Christianity in Evolution: An exploration
Jack Mahoney
Georgetown University Press £18.75
(978-1-58901-769-6)
Church Times Bookshop £16.70
COMMENT has recently been passed in these pages on the tendency of New Atheists and Christian apologists to lob grenades at one another from different sides of the wall, in a way that, while it is often quite good fun, can also be unedifying and unproductive.
Perhaps we are now beginning to see the start of a different style of engagement. From the atheist side, the philosopher Alain de Botton argues in his latest book that religion (although, in his view, false) does have its uses. From the Christian side, in Christianity in Evolution, the eminent moral theologian Jack Mahoney proposes that the Church should now more thoroughly accept the thinking of evolutionary scientists and philosophers, and allow her theology to be reshaped by it.
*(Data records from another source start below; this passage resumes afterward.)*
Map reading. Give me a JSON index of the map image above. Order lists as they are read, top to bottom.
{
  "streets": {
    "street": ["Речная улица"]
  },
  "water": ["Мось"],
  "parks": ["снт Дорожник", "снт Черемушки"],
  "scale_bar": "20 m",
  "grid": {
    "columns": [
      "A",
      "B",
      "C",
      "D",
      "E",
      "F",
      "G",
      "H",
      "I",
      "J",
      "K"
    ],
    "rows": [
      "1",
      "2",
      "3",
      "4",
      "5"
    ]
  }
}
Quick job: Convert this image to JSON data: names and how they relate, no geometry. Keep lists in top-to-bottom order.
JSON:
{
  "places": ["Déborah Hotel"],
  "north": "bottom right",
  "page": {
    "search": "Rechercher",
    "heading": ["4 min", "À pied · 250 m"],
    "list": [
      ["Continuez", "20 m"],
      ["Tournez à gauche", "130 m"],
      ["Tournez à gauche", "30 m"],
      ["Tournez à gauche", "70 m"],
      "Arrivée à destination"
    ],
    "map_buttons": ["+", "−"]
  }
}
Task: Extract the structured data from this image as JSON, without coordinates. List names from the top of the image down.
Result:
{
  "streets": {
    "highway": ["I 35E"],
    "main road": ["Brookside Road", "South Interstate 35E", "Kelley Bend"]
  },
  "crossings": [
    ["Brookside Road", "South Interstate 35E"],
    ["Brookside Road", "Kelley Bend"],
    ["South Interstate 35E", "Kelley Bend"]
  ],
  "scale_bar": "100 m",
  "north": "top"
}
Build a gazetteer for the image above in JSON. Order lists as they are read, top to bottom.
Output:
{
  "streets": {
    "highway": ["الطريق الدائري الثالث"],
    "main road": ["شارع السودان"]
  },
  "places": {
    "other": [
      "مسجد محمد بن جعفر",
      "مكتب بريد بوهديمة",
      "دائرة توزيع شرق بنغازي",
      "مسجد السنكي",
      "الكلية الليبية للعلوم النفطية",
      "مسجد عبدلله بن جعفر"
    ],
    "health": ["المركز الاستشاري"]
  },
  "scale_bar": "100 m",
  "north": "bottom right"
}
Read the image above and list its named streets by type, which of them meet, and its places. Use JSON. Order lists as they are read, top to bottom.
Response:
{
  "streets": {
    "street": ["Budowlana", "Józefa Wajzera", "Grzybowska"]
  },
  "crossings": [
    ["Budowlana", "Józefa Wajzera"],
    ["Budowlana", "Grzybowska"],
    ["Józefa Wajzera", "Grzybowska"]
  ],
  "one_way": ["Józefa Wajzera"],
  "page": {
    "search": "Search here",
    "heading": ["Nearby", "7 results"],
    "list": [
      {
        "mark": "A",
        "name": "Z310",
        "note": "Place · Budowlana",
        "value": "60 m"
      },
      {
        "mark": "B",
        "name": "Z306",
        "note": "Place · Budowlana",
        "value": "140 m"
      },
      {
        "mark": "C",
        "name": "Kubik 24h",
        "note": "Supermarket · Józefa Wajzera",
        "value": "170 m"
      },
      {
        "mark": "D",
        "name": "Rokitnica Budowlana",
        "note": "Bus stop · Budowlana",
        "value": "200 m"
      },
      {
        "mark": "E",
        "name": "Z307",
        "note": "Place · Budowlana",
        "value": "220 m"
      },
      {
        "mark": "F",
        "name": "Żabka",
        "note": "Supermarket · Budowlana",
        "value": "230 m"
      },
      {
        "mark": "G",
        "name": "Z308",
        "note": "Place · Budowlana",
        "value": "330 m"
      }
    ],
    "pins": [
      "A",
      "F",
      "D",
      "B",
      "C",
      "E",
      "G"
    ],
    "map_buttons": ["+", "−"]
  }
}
He argues that this will entail a profound rethinking of the nature of, among other topics, the human condition and the work of Christ.
In relation to the former, to accept evolution is to accept that there never was a fall of man at some particular point in time: “the fall”, he writes, “is a fantasy, and fallen nature a theological fiction.”
Contrary to what is often asserted, it is not, in Mahoney’s view, possible to retain the theology of Original Sin intact while rejecting its outer historical casing in history and biblical exegesis: both must go. If that leads to human beings’ having a reduced sense of the sinfulness of human beings, then it is, he argues, “not before time” that we should let go of this Jewish, Augustinian, and Tridentine fixation.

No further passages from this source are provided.